EXERCISE OBJECTIVE: Return every record verbatim.

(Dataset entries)
--- START ---

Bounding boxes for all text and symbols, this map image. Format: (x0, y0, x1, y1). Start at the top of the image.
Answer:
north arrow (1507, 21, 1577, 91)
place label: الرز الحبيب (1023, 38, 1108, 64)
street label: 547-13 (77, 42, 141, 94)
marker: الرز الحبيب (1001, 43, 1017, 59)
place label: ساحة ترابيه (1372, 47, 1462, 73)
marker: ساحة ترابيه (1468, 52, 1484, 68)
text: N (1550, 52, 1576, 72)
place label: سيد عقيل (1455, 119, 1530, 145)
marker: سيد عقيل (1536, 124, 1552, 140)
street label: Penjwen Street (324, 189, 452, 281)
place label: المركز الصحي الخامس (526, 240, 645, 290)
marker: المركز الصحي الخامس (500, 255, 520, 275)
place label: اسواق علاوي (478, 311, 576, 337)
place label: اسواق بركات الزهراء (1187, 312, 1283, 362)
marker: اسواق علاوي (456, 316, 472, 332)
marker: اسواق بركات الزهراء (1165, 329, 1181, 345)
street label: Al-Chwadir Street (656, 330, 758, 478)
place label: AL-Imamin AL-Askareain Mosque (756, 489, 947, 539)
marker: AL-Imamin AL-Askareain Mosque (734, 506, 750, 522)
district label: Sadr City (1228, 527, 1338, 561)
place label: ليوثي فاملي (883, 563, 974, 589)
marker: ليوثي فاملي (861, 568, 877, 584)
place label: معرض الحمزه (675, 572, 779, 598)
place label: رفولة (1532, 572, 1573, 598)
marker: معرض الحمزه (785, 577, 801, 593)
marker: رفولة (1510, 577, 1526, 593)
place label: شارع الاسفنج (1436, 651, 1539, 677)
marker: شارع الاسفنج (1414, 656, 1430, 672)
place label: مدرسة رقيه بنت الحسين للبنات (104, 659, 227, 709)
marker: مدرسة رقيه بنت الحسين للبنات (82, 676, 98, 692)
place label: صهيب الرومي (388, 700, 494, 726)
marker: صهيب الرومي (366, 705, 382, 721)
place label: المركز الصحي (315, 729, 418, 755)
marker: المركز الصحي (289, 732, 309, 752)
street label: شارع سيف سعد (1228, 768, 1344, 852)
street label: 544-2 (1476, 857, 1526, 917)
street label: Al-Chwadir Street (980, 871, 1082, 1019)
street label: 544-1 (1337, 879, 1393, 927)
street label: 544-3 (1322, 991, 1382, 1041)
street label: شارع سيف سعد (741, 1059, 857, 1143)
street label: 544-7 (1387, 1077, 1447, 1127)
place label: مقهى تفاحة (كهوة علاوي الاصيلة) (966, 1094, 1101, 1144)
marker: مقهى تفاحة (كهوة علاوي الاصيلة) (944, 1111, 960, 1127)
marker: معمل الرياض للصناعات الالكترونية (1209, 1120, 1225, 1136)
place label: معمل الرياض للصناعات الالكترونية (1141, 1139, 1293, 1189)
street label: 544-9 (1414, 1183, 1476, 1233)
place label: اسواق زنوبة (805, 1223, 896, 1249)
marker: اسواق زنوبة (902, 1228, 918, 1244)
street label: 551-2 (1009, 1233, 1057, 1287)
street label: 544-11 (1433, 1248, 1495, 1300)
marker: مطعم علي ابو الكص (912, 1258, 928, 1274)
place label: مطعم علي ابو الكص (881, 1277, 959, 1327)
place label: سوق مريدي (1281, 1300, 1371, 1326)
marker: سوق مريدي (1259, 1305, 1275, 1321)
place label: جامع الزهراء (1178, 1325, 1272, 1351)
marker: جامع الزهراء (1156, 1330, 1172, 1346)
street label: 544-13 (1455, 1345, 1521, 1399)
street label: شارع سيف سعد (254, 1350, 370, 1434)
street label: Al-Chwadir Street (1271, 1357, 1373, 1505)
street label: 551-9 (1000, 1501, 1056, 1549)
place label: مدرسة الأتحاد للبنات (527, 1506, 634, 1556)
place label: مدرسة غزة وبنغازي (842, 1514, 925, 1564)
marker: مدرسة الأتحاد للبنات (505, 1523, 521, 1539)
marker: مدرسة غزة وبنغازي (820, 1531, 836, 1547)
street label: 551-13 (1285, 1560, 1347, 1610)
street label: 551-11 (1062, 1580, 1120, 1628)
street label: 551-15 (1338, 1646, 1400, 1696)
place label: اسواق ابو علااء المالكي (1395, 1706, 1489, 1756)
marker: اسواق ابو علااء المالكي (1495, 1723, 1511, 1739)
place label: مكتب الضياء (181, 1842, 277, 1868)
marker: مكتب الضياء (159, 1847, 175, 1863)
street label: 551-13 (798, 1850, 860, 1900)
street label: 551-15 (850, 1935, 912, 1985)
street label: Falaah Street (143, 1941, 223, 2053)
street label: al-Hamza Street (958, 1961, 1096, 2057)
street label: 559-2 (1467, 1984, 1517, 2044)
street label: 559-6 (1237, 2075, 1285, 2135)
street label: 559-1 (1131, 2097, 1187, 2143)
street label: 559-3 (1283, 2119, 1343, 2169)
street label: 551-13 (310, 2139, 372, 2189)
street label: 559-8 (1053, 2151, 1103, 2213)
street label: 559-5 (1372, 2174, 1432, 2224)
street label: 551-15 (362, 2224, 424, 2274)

--- END ---

ANSWER FOR THIS EXERCISE:
Bounding boxes for all text and symbols, this map image. Format: (x0, y0, x1, y1). Start at the top of the image.
Answer:
north arrow (1507, 21, 1577, 91)
place label: الرز الحبيب (1023, 38, 1108, 64)
street label: 547-13 (77, 42, 141, 94)
marker: الرز الحبيب (1001, 43, 1017, 59)
place label: ساحة ترابيه (1372, 47, 1462, 73)
marker: ساحة ترابيه (1468, 52, 1484, 68)
text: N (1550, 52, 1576, 72)
place label: سيد عقيل (1455, 119, 1530, 145)
marker: سيد عقيل (1536, 124, 1552, 140)
street label: Penjwen Street (324, 189, 452, 281)
place label: المركز الصحي الخامس (526, 240, 645, 290)
marker: المركز الصحي الخامس (500, 255, 520, 275)
place label: اسواق علاوي (478, 311, 576, 337)
place label: اسواق بركات الزهراء (1187, 312, 1283, 362)
marker: اسواق علاوي (456, 316, 472, 332)
marker: اسواق بركات الزهراء (1165, 329, 1181, 345)
street label: Al-Chwadir Street (656, 330, 758, 478)
place label: AL-Imamin AL-Askareain Mosque (756, 489, 947, 539)
marker: AL-Imamin AL-Askareain Mosque (734, 506, 750, 522)
district label: Sadr City (1228, 527, 1338, 561)
place label: ليوثي فاملي (883, 563, 974, 589)
marker: ليوثي فاملي (861, 568, 877, 584)
place label: معرض الحمزه (675, 572, 779, 598)
place label: رفولة (1532, 572, 1573, 598)
marker: معرض الحمزه (785, 577, 801, 593)
marker: رفولة (1510, 577, 1526, 593)
place label: شارع الاسفنج (1436, 651, 1539, 677)
marker: شارع الاسفنج (1414, 656, 1430, 672)
place label: مدرسة رقيه بنت الحسين للبنات (104, 659, 227, 709)
marker: مدرسة رقيه بنت الحسين للبنات (82, 676, 98, 692)
place label: صهيب الرومي (388, 700, 494, 726)
marker: صهيب الرومي (366, 705, 382, 721)
place label: المركز الصحي (315, 729, 418, 755)
marker: المركز الصحي (289, 732, 309, 752)
street label: شارع سيف سعد (1228, 768, 1344, 852)
street label: 544-2 (1476, 857, 1526, 917)
street label: Al-Chwadir Street (980, 871, 1082, 1019)
street label: 544-1 (1337, 879, 1393, 927)
street label: 544-3 (1322, 991, 1382, 1041)
street label: شارع سيف سعد (741, 1059, 857, 1143)
street label: 544-7 (1387, 1077, 1447, 1127)
place label: مقهى تفاحة (كهوة علاوي الاصيلة) (966, 1094, 1101, 1144)
marker: مقهى تفاحة (كهوة علاوي الاصيلة) (944, 1111, 960, 1127)
marker: معمل الرياض للصناعات الالكترونية (1209, 1120, 1225, 1136)
place label: معمل الرياض للصناعات الالكترونية (1141, 1139, 1293, 1189)
street label: 544-9 (1414, 1183, 1476, 1233)
place label: اسواق زنوبة (805, 1223, 896, 1249)
marker: اسواق زنوبة (902, 1228, 918, 1244)
street label: 551-2 (1009, 1233, 1057, 1287)
street label: 544-11 (1433, 1248, 1495, 1300)
marker: مطعم علي ابو الكص (912, 1258, 928, 1274)
place label: مطعم علي ابو الكص (881, 1277, 959, 1327)
place label: سوق مريدي (1281, 1300, 1371, 1326)
marker: سوق مريدي (1259, 1305, 1275, 1321)
place label: جامع الزهراء (1178, 1325, 1272, 1351)
marker: جامع الزهراء (1156, 1330, 1172, 1346)
street label: 544-13 (1455, 1345, 1521, 1399)
street label: شارع سيف سعد (254, 1350, 370, 1434)
street label: Al-Chwadir Street (1271, 1357, 1373, 1505)
street label: 551-9 (1000, 1501, 1056, 1549)
place label: مدرسة الأتحاد للبنات (527, 1506, 634, 1556)
place label: مدرسة غزة وبنغازي (842, 1514, 925, 1564)
marker: مدرسة الأتحاد للبنات (505, 1523, 521, 1539)
marker: مدرسة غزة وبنغازي (820, 1531, 836, 1547)
street label: 551-13 (1285, 1560, 1347, 1610)
street label: 551-11 (1062, 1580, 1120, 1628)
street label: 551-15 (1338, 1646, 1400, 1696)
place label: اسواق ابو علااء المالكي (1395, 1706, 1489, 1756)
marker: اسواق ابو علااء المالكي (1495, 1723, 1511, 1739)
place label: مكتب الضياء (181, 1842, 277, 1868)
marker: مكتب الضياء (159, 1847, 175, 1863)
street label: 551-13 (798, 1850, 860, 1900)
street label: 551-15 (850, 1935, 912, 1985)
street label: Falaah Street (143, 1941, 223, 2053)
street label: al-Hamza Street (958, 1961, 1096, 2057)
street label: 559-2 (1467, 1984, 1517, 2044)
street label: 559-6 (1237, 2075, 1285, 2135)
street label: 559-1 (1131, 2097, 1187, 2143)
street label: 559-3 (1283, 2119, 1343, 2169)
street label: 551-13 (310, 2139, 372, 2189)
street label: 559-8 (1053, 2151, 1103, 2213)
street label: 559-5 (1372, 2174, 1432, 2224)
street label: 551-15 (362, 2224, 424, 2274)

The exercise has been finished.